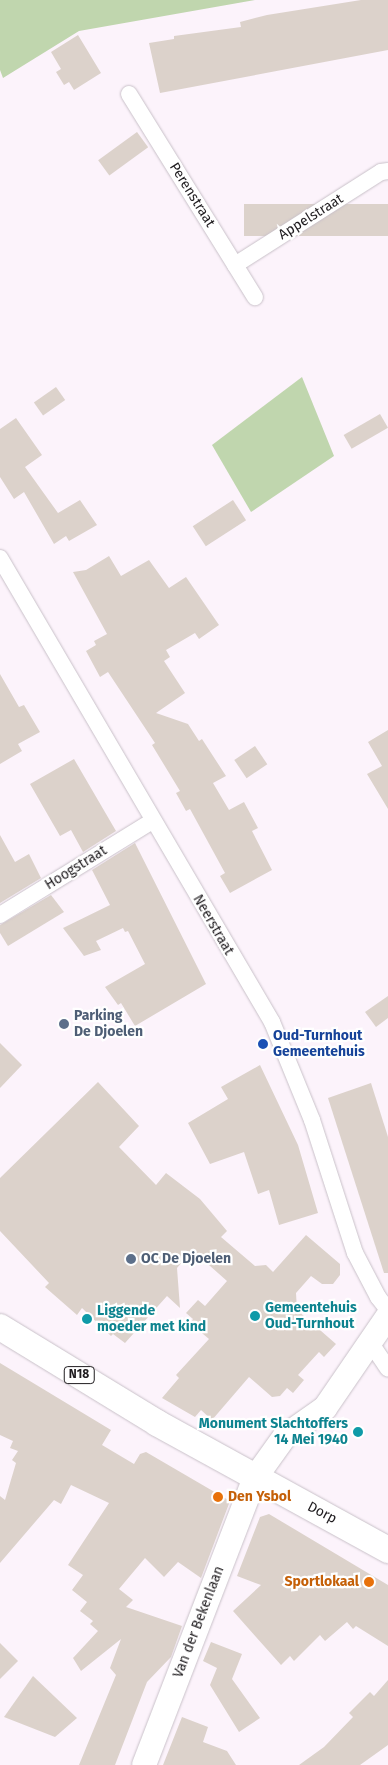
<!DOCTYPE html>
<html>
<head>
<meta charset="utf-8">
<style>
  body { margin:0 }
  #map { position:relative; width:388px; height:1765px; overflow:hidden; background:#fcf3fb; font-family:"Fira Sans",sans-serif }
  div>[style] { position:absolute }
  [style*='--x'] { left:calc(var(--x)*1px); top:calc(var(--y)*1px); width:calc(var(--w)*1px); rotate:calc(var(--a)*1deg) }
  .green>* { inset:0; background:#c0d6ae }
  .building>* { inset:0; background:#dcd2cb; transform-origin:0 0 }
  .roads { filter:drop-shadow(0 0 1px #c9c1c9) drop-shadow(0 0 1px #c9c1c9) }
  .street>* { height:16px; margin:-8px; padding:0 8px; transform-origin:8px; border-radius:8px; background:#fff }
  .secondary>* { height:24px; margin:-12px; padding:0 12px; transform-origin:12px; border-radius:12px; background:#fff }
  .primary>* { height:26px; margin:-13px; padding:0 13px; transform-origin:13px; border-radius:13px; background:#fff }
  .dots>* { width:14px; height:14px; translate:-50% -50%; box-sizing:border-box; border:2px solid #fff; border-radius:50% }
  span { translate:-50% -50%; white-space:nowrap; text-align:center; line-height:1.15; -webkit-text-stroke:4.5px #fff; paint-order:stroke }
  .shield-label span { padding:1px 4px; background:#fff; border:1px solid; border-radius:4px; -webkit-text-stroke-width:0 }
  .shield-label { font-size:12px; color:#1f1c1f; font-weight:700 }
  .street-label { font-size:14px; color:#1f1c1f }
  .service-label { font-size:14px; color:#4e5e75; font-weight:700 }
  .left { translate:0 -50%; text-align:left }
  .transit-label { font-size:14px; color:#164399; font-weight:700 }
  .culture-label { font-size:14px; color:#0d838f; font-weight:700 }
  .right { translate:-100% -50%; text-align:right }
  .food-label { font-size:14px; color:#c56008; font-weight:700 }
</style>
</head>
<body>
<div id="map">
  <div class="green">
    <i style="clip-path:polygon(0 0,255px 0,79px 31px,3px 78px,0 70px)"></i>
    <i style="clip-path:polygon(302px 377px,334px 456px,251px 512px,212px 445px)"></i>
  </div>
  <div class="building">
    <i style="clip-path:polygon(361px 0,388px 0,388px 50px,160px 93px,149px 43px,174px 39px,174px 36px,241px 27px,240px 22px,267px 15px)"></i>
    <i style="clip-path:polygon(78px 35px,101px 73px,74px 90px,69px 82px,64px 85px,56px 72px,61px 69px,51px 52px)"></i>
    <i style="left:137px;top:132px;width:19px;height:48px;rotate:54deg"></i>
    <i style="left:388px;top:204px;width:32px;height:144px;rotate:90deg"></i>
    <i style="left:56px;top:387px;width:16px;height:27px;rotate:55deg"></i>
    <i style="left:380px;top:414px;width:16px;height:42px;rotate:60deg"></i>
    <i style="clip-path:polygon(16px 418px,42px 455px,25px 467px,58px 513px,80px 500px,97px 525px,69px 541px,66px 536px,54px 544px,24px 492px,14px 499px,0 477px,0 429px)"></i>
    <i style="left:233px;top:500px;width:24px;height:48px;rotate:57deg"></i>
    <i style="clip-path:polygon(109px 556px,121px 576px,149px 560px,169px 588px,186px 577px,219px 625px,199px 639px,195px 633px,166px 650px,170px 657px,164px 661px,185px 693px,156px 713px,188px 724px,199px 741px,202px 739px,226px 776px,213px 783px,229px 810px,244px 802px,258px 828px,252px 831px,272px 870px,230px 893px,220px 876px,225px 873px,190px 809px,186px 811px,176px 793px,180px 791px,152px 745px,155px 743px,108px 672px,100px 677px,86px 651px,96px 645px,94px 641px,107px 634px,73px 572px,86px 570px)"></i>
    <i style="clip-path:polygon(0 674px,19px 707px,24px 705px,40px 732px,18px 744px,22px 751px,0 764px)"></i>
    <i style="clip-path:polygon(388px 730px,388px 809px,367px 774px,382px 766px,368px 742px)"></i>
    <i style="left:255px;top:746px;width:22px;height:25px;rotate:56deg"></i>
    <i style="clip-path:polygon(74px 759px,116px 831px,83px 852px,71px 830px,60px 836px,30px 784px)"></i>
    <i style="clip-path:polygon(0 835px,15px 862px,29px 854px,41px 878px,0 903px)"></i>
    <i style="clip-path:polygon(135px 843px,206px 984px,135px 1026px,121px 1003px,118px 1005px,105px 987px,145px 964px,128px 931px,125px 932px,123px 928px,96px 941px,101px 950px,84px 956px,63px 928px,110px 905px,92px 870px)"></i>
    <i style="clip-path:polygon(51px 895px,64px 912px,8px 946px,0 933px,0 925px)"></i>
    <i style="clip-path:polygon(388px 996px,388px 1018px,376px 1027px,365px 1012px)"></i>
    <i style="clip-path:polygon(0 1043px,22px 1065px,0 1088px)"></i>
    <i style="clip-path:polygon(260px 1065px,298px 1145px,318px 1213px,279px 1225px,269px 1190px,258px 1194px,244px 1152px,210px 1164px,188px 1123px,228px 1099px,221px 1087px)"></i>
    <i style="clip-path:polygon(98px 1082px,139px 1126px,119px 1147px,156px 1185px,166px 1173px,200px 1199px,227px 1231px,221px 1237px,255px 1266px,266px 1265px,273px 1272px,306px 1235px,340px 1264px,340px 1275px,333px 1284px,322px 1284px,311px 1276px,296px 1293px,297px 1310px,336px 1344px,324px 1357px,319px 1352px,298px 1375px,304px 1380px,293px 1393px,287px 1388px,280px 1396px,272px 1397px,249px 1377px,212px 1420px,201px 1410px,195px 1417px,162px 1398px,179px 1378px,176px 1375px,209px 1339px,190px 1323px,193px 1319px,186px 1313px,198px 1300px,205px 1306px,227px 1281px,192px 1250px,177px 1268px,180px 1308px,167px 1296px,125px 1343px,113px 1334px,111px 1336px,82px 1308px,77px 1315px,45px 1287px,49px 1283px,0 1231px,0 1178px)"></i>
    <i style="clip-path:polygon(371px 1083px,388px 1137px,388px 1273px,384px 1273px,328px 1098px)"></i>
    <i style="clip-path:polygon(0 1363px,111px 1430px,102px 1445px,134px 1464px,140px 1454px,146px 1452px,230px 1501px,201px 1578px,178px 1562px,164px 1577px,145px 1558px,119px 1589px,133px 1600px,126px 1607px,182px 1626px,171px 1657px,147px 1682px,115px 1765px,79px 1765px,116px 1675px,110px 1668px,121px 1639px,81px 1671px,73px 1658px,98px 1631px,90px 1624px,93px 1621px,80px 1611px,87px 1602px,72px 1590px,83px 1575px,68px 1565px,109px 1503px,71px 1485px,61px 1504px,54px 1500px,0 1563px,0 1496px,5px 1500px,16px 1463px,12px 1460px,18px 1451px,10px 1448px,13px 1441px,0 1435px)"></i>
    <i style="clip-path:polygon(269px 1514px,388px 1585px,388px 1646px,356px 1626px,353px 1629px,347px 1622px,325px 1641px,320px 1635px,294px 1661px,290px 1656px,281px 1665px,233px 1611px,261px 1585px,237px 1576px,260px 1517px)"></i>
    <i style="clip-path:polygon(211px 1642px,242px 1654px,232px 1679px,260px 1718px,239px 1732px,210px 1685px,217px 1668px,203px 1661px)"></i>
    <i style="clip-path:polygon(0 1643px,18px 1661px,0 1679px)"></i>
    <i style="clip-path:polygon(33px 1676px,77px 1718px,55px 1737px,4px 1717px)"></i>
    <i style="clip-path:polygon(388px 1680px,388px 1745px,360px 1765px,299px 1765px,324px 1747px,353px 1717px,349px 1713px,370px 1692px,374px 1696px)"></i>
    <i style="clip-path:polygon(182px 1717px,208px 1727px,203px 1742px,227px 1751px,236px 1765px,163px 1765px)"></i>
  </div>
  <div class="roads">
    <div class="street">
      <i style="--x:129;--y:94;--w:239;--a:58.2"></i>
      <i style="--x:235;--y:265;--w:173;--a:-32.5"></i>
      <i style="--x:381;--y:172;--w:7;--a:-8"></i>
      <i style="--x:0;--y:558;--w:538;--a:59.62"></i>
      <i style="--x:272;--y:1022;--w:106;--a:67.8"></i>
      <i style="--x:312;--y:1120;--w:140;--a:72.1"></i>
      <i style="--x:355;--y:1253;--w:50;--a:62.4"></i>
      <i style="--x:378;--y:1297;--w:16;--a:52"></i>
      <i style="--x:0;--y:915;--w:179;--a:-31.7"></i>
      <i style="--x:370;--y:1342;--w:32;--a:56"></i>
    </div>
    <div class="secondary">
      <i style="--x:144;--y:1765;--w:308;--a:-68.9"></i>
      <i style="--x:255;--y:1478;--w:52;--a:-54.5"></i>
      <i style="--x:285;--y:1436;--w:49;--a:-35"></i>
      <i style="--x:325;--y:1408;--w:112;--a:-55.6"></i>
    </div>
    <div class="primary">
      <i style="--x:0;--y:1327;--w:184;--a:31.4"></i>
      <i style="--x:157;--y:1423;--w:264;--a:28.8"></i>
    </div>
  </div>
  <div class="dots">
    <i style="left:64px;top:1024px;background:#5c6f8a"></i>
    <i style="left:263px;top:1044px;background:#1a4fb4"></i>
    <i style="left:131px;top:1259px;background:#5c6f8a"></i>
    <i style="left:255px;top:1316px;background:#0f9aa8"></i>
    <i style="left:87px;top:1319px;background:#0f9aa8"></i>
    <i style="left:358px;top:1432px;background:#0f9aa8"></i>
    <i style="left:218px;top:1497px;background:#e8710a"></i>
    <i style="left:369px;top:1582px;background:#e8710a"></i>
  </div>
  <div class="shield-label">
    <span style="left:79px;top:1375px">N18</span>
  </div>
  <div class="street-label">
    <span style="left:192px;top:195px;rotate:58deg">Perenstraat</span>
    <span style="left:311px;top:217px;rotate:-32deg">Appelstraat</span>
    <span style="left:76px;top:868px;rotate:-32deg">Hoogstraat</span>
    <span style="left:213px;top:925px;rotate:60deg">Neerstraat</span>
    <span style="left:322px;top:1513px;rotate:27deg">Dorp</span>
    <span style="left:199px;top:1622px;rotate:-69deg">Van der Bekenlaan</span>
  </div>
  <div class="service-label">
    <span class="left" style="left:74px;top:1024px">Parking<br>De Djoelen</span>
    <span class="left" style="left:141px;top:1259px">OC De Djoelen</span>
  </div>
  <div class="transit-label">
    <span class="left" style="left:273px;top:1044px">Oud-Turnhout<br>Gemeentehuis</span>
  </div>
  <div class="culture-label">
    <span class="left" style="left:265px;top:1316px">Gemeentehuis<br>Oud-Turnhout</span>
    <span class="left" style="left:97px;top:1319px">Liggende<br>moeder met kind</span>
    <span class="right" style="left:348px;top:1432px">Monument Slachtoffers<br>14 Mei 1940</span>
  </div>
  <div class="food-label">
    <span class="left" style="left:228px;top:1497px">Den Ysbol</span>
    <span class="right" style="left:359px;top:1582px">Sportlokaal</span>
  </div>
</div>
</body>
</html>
........
**Problem to solve**
For the string "position", state how many lines in the listing contain it, and give no other words.

**Expected output**
2